Por: Sandra Dueñes Monárrez.

Ciudad de México., a 24 de agosto del 2026.- Detrás de las cifras masivas de la crisis de desapariciones en el país, existe una vertiente tan dolorosa como invisibilizada: el uso de entierros ilegales para ocultar crímenes motivados por razones de género. Entre enero de 2020 y septiembre de 2024, al menos 58 fosas clandestinas vinculadas con feminicidios fueron documentadas en México, albergando los restos de 92 mujeres, de acuerdo con las conclusiones del informe “Trazar la Ausencia, Caminar la Esperanza”.

La investigación, presentada en la capital del país por académicas e integrantes de colectivos de búsqueda, revela dimensiones alarmantes sobre la violencia machista y los múltiples obstáculos institucionales que enfrentan las familias en su búsqueda de justicia y verdad.

Uno de los datos más reveladores del estudio es que seis de cada diez fosas asociadas con feminicidios fueron localizadas en inmuebles privados, un factor que trastoca la dinámica tradicional de las labores de rastreo, enfocadas habitualmente en zonas agrestes, cerros o predios baldíos.

Mariana Marchand, investigadora del Programa de Derechos Humanos de la Universidad Iberoamericana (UIA), detalló que el 38.2% de estos inmuebles correspondía a propiedades de la propia víctima, del presunto agresor o a espacios que ambos compartían.

Este hallazgo expone una barrera estructural y legal compleja: «¿Cuántas mujeres hay, con lo que determinamos, enterradas en inmuebles privados que no sabemos?», planteó Marchand, al advertir que los cateos y revisiones en propiedades particulares representan un reto mayúsculo debido a las restricciones legales y la falta de protocolos expeditos por parte de las fiscalías.

A diferencia de las fosas clandestinas masivas asociadas a la delincuencia organizada, las vinculadas con feminicidios guardan una característica atípica: alrededor del 70% de los casos analizados pudieron ser reconocidos formalmente, permitiendo reconstruir parcialmente el horror al que se enfrentaron las víctimas dentro de sus propios entornos de confianza.

El informe también contextualiza la magnitud de la crisis nacional.
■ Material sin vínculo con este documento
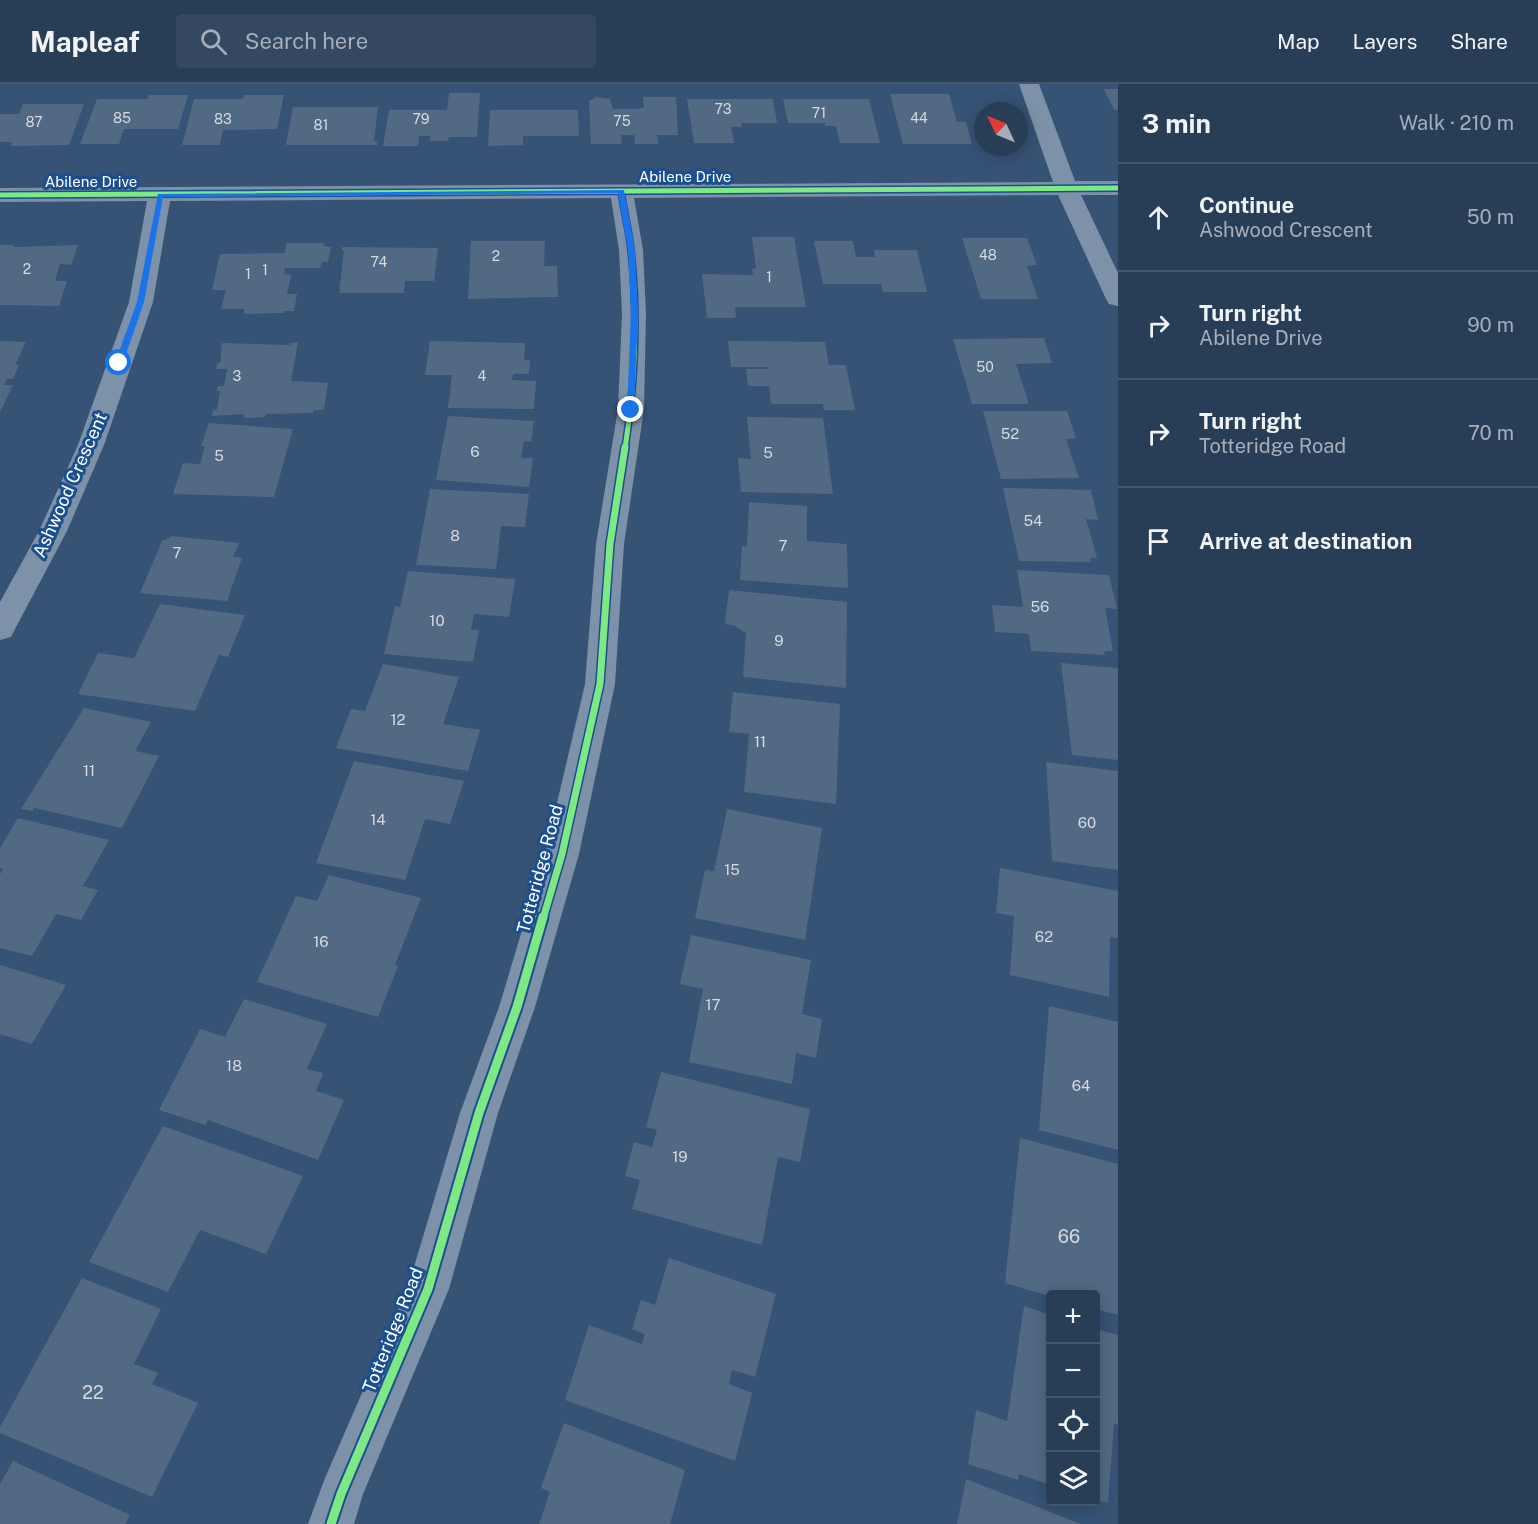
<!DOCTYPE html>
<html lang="en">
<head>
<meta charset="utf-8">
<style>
  body { margin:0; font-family:"Public Sans",sans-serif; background:#344961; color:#f1f3f6 }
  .controls { position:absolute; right:18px; bottom:18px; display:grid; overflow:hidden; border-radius:6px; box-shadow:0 3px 15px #0003 }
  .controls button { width:54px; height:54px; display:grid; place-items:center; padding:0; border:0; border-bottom:2px solid #44576d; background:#283e57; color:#f1f3f6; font:30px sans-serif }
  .compass { position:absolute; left:974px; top:18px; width:54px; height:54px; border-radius:50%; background:#283e57; box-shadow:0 3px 15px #0003; rotate:314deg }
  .stop { position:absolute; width:18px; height:18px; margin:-14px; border:4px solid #1a73e8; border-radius:50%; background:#fff }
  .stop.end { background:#1a73e8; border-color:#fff; box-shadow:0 2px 6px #0008 }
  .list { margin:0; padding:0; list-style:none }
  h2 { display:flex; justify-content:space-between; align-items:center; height:78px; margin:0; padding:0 24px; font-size:26px }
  h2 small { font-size:20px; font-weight:400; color:#a5aeba }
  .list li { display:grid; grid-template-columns:39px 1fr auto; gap:18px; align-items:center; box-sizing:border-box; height:108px; padding:0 24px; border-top:2px solid #44576d }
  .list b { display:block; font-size:22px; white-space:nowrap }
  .list p { margin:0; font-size:20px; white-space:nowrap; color:#a5aeba }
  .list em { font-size:20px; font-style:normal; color:#a5aeba }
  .icon { flex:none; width:33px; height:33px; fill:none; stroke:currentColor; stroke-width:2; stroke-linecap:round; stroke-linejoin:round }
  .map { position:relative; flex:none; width:1118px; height:1440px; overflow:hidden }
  header { display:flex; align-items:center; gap:36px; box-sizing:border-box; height:84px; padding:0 30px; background:#283e57; border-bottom:2px solid #44576d }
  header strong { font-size:28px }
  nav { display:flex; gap:33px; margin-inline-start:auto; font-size:21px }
  .search { width:420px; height:54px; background:#344961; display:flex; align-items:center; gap:15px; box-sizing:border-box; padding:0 21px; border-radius:6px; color:#a5aeba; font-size:22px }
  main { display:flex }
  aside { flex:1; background:#283e57 }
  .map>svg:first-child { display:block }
  .building { fill:#526984 }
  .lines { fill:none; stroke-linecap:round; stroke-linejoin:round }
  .minor { fill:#7d92a8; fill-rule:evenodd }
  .cycleway-far2-casing { stroke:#1b4f8f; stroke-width:8 }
  .cycleway-far1-casing { stroke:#1b4f8f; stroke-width:10 }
  .cycleway-casing { stroke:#1b4f8f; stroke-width:13 }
  .cycleway-far2 { stroke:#7ce984; stroke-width:5 }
  .cycleway-far1 { stroke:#7ce984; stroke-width:7 }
  .cycleway { stroke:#7ce984; stroke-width:9 }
  .route { fill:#1a73e8 }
  .labels { text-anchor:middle; stroke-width:6; stroke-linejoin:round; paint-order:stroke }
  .far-number-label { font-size:14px; fill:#d4dae0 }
  .far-street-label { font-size:15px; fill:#fff; stroke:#1b4f8f }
  .number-label { font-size:15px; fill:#d4dae0 }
  .street-label { font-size:18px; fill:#fff; stroke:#1b4f8f }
  .near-number-label { font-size:18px; fill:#d4dae0 }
</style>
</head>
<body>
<header>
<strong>Mapleaf</strong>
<div class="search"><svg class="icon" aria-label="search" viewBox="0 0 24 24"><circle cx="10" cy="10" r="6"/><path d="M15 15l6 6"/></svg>Search here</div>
<nav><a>Map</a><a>Layers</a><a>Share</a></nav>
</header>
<main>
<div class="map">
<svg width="1118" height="1440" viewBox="0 0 1118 1440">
  <rect width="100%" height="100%" fill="#365274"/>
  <g class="building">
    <polygon points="1104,5 1118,5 1118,26 1114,26"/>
    <polygon points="449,9 480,9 477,53 449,53 448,57 430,57 430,52 419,52 418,62 383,62 389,26 447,26"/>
    <polygon points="890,10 949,10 957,38 966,38 972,60 903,60"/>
    <polygon points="149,11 188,11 178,45 124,45 119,60 80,60 97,15 148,15"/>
    <polygon points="244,11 284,11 277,45 223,46 220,61 182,61 194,15 243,15"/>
    <polygon points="596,13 610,15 613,25 639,25 644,23 643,13 676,13 678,51 657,51 658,60 635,60 634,51 621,51 622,60 591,60 589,17"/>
    <polygon points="687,15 773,15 777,39 741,39 742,43 731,43 734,59 694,59"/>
    <polygon points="783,15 869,15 880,59 840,59 836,42 825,42 825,39 788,39"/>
    <polygon points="23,20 84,20 69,61 11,62 12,58 0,58 0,30 19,30"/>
    <polygon points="293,23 378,23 374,57 377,57 377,61 286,61"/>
    <polygon points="490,26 578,26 579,52 523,52 523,61 488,62"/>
    <polygon points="752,153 794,153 806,223 735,223 736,234 707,234 702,190 753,191 752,185 756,184"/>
    <polygon points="962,154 1027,154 1037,181 1027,182 1038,215 981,215"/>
    <polygon points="471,157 545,157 544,182 557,182 558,213 468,215"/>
    <polygon points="814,157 853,157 856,173 875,173 874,166 917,166 927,208 883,208 881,200 823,200"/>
    <polygon points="286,159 324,159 323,162 331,163 328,178 322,178 320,184 285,184 284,190 291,191 287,210 297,210 294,227 284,227 284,229 244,230 244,225 221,225 226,206 212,206 220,170 285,169"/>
    <polygon points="0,161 14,161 13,163 78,161 71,181 60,180 55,197 67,197 59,222 0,221"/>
    <polygon points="342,163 438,164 434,197 405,197 404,209 339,209 344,167 342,167"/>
    <polygon points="1044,254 1052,279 1016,280 1029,320 972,320 953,255"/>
    <polygon points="0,257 26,258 15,281 19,281 13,295 7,295 4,301 13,301 0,328"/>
    <polygon points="430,257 525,259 524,276 530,276 529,290 513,290 512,296 536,297 534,325 448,324 452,291 425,291"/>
    <polygon points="728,257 825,258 829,281 846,281 855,326 824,326 823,320 771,320 769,302 748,302 746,285 767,285 767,283 731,283"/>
    <polygon points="298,258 291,297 328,299 324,326 314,326 313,329 266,330 265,333 244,334 244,330 212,332 213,326 217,326 220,307 217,307 218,302 224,302 227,285 216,285 217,279 220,279 222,259 290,261 290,259"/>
    <polygon points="983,327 1067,327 1076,354 1066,355 1079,394 1001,395"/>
    <polygon points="448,332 534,337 531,358 524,357 521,374 533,374 529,403 436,396"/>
    <polygon points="747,333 823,334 833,410 741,408 738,374 751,375"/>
    <polygon points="209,339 293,345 274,413 173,410 183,379 200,380 205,362 201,362"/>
    <polygon points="1003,404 1091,406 1098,436 1086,435 1097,474 1090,474 1091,478 1019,477"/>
    <polygon points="430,405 529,410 525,443 501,442 496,485 416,481"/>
    <polygon points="749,418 807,422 807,457 847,460 848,504 740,496 742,462 747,463"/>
    <polygon points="173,452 239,459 233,473 242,474 227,517 140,509 162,457"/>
    <polygon points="1017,486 1109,491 1117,525 1105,524 1113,567 1104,567 1105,571 1031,567 1029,550 995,548 992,521 1023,523"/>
    <polygon points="408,487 515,495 509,533 474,530 471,546 479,546 473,578 384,570 395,522 400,523"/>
    <polygon points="729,506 847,518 846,604 743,593 746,549 733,541 725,540"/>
    <polygon points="160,520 245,531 228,573 219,571 195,627 78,610 98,569 134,574"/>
    <polygon points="1061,579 1118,584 1118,676 1072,671"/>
    <polygon points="383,580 459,593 443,640 480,646 468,687 336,664 351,625 365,627"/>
    <polygon points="733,608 840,620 836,720 744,708 749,650 729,648"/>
    <polygon points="84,624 151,638 135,667 159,672 122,744 34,724 33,727 21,725"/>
    <polygon points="354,677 464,697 450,740 425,735 405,796 316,779"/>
    <polygon points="1046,678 1118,687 1118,786 1052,777"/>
    <polygon points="727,725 822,744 805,856 695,834 705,786 714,787"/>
    <polygon points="18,734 109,756 83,802 98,806 81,836 56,830 32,872 0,864 0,790 3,785 0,784 0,764"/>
    <polygon points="1000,784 1118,807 1118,854 1110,853 1109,913 1010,891 1014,832 996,829"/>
    <polygon points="329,791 421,814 395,881 398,882 378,933 257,898 296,812 317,817"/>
    <polygon points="691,851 811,876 802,930 822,935 816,974 796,969 792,1000 689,978 703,905 680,900"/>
    <polygon points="0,881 66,901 32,960 0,950"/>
    <polygon points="244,915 327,940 307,985 323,989 316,1007 344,1016 318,1076 208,1036 205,1041 159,1026 200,945 225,953"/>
    <polygon points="1049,922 1118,938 1118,1066 1039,1046"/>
    <polygon points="661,988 810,1025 800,1078 778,1073 762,1161 632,1125 640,1096 625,1092 634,1058 652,1063 657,1046 646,1043"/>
    <polygon points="163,1042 303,1092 266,1170 200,1146 168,1208 89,1178"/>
    <polygon points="1020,1054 1118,1080 1118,1231 1096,1225 1096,1210 1050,1212 1005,1199"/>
    <polygon points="669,1174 776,1210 755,1293 732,1286 729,1300 752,1309 735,1377 565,1316 589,1241 642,1260 645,1250 632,1245 641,1216 655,1221"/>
    <polygon points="82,1194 161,1225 134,1280 158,1289 152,1300 198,1319 152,1413 0,1349 0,1343"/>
    <polygon points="1024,1222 1050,1231 1050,1401 1019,1390 1018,1396 968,1380 976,1326 1007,1337"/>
    <polygon points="1096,1245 1118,1251 1118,1341 1114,1339 1108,1419 1096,1415"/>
    <polygon points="564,1339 685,1386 670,1440 539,1440 550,1408 541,1404"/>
    <polygon points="13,1377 130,1431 125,1440 0,1440 0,1400"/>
    <polygon points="966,1395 1081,1440 957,1440"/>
  </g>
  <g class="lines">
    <polygon class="minor" points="1019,0 1039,0 1075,97 1118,97 1118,111 1081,111 1118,189 1118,222 1109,220 1106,215 1058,111 634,114 643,166 646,230 644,325 624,460 615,600 579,770 535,923 498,1029 449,1205 363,1410 354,1440 308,1440 325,1394 408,1203 460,1029 499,923 545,770 585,600 596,460 618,325 622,230 619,166 611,114 170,117 153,218 104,361 67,447 15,545 11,553 0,556 0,518 39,447 78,361 129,218 147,117 0,118 0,104 1053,98"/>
    <defs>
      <g id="cycleway-far2">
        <path d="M 621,107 C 624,127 629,147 631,166 C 638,231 635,300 625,365"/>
        <polyline points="0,111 1118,104"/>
      </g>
      <polyline id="cycleway-far1" points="543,835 562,770 600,600 610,460 625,363"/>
      <polyline id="cycleway" points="331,1440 341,1410 428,1205 479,1029 517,923 543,833"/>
    </defs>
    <use href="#cycleway-far2" class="cycleway-far2-casing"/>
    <use href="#cycleway-far1" class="cycleway-far1-casing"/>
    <use href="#cycleway" class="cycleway-casing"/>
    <use href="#cycleway-far2" class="cycleway-far2"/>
    <use href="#cycleway-far1" class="cycleway-far1"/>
    <use href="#cycleway" class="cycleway"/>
  </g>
  <polygon class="route" points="624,106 635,166 638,230 634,327 627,326 631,230 628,166 618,109 163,113 144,218 123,279 119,281 115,279 137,218 158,110"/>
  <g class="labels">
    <g class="far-number-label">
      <text x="723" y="30">73</text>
      <text x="819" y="34">71</text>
      <text x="122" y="39">85</text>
      <text x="919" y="39">44</text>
      <text x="223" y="40">83</text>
      <text x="421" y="40">79</text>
      <text x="622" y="42">75</text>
      <text x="34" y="43">87</text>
      <text x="321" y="46">81</text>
      <text x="988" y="176">48</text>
      <text x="496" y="177">2</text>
      <text x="379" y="183">74</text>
      <text x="27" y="190">2</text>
      <text x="265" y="191">1</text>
      <text x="248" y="195">1</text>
      <text x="769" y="198">1</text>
      <text x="985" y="288">50</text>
      <text x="237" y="297">3</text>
      <text x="482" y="297">4</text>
    </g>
    <g class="far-street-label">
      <text x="685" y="98">Abilene Drive</text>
      <text x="91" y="103">Abilene Drive</text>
    </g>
    <g class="number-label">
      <text x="1010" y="355">52</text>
      <text x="475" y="373">6</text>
      <text x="768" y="374">5</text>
      <text x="219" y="377">5</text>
      <text x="1033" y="442">54</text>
      <text x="455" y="457">8</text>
      <text x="783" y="467">7</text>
      <text x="177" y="474">7</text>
      <text x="1040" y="528">56</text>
      <text x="437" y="542">10</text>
      <text x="779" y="562">9</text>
      <text x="398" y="641">12</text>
      <text x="760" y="663">11</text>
      <text x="89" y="692">11</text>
      <text x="378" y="741">14</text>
      <text x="1087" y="744">60</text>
      <text x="732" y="791">15</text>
      <text x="1044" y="858">62</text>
      <text x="321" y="863">16</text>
      <text x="713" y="926">17</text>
      <text x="234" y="987">18</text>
      <text x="1081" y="1007">64</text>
      <text x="680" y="1078">19</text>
    </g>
    <g class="street-label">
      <text transform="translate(70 401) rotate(-66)" y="6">Ashwood Crescent</text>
      <text transform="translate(540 785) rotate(-75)" y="6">Totteridge Road</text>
      <text transform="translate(393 1246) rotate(-68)" y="6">Totteridge Road</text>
    </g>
    <g class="near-number-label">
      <text x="1069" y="1159">66</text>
      <text x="93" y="1315">22</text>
    </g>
  </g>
</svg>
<div class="controls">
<button>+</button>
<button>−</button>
<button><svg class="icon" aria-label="locate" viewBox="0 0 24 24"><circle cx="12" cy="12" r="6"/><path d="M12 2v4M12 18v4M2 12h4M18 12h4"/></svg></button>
<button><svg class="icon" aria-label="layers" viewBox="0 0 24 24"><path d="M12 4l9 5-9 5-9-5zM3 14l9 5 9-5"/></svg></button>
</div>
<svg class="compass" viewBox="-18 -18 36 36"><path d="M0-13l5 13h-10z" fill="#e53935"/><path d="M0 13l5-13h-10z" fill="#a5aeba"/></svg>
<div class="stop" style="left:119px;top:279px"></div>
<div class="stop end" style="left:631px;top:326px"></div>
</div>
<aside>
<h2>3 min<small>Walk · 210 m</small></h2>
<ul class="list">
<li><svg class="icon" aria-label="ahead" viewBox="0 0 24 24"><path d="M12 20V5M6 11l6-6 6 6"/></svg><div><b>Continue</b><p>Ashwood Crescent</p></div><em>50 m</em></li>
<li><svg class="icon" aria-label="right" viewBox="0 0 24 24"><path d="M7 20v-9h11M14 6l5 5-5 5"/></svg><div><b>Turn right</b><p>Abilene Drive</p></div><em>90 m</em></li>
<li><svg class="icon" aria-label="right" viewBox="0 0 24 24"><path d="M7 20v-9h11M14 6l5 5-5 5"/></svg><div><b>Turn right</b><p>Totteridge Road</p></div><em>70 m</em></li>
<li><svg class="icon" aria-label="arrive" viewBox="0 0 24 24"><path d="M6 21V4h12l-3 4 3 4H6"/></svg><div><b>Arrive at destination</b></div></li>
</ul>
</aside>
</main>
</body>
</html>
Entre 2006 y septiembre de 2024, las fiscalías del país han contabilizado más de 5,100 fosas clandestinas, mientras que registros acumulados a nivel nacional suman más de 134,000 personas desaparecidas y decenas de miles de restos humanos que continúan sin ser identificados bajo el resguardo del Estado.

Frente a esta abrumadora cifra, son las familias —principalmente madres y hermanas agrupadas en colectivos— quienes continúan asumiendo una labor que corresponde por obligación constitucional a las autoridades.

Olimpia Montoya Juárez, hermana buscadora en el estado de Guanajuato, denunció durante la presentación del informe que los colectivos siguen supliendo la inacción y omisión estatal al recorrer terrenos bajo constantes riesgos y un contexto de creciente violencia y agresiones.

Para los defensores de derechos humanos y especialistas, el estudio representa un llamado urgente a transformar los protocolos de investigación ministerial, exigiendo que las indagatorias por desaparición de mujeres contemplen de manera prioritaria la revisión de espacios privados y el enfoque de género, para evitar que la impunidad y el silencio sigan sepultando la memoria de las víctimas.